Aproveitei pra elogiar a princesa imperial e manter tudo vago.

— É muita gentileza sua, Mil Truques — disse o imperador, assentindo. — Parece que os rumores sobre os Mil Desafios eram verdadeiros.

Até esse cara ouviu falar disso? Até onde esses boatos chegaram?
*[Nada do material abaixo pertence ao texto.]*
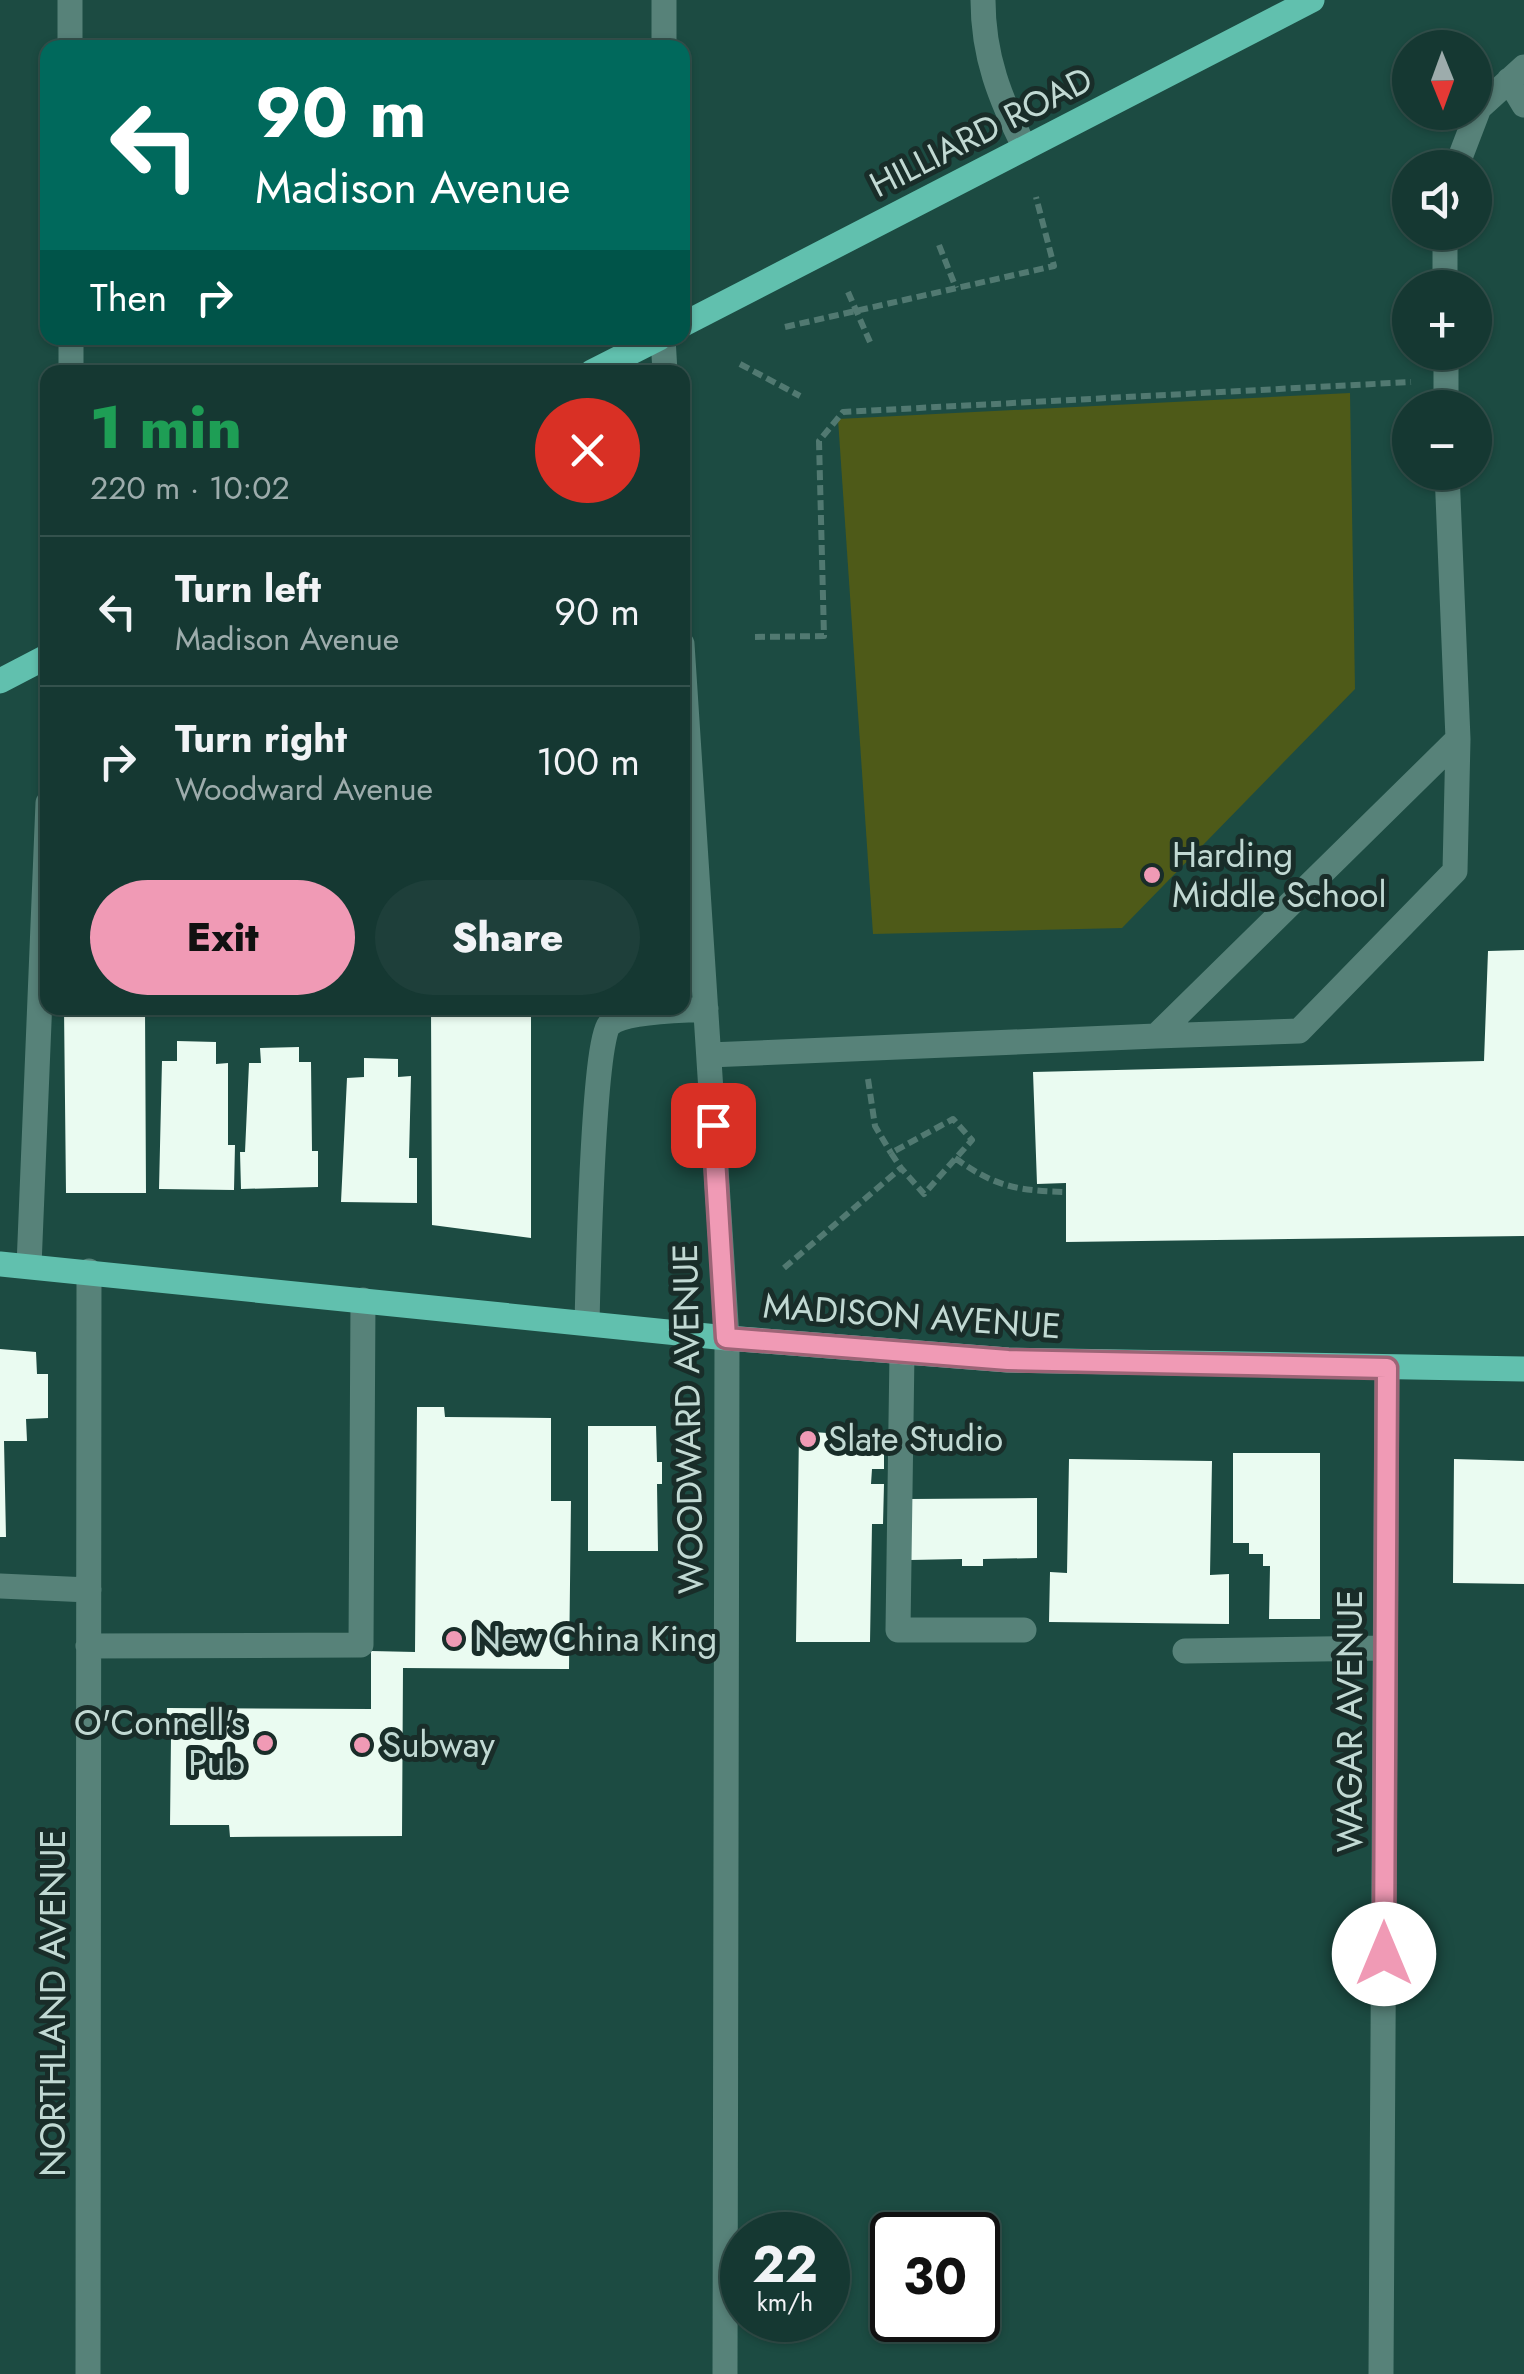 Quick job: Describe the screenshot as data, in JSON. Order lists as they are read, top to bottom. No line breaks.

— Não, Vossa Majestade Imperial, isso não foi um dos Mil Desafios. Meu objetivo era preparar Sua Alteza Imperial para competir no Festival do Guerreiro Supremo, mas… esse objetivo se mostrou inalcançável. Falhei com Vossa Majestade.

Os olhos do imperador se arregalaram.

— Do que está falando, Krai Andrey? — resmungou Franz.

Pois é. No fim das contas, as lições tinham sido um fracasso. Talvez ela tenha ficado mais forte, mas isso não valia de nada se não atingisse o objetivo proposto. Pra piorar, o treinamento serviu só de desculpa pra tirar o sangue dela. O imperador não estava tão furioso quanto eu esperava, mas dava pra ver que ele não estava nem um pouco satisfeito comigo.

As expressões do Franz e do imperador se fecharam. Franz fez um gesto com o braço, dispensando os guardas na sala.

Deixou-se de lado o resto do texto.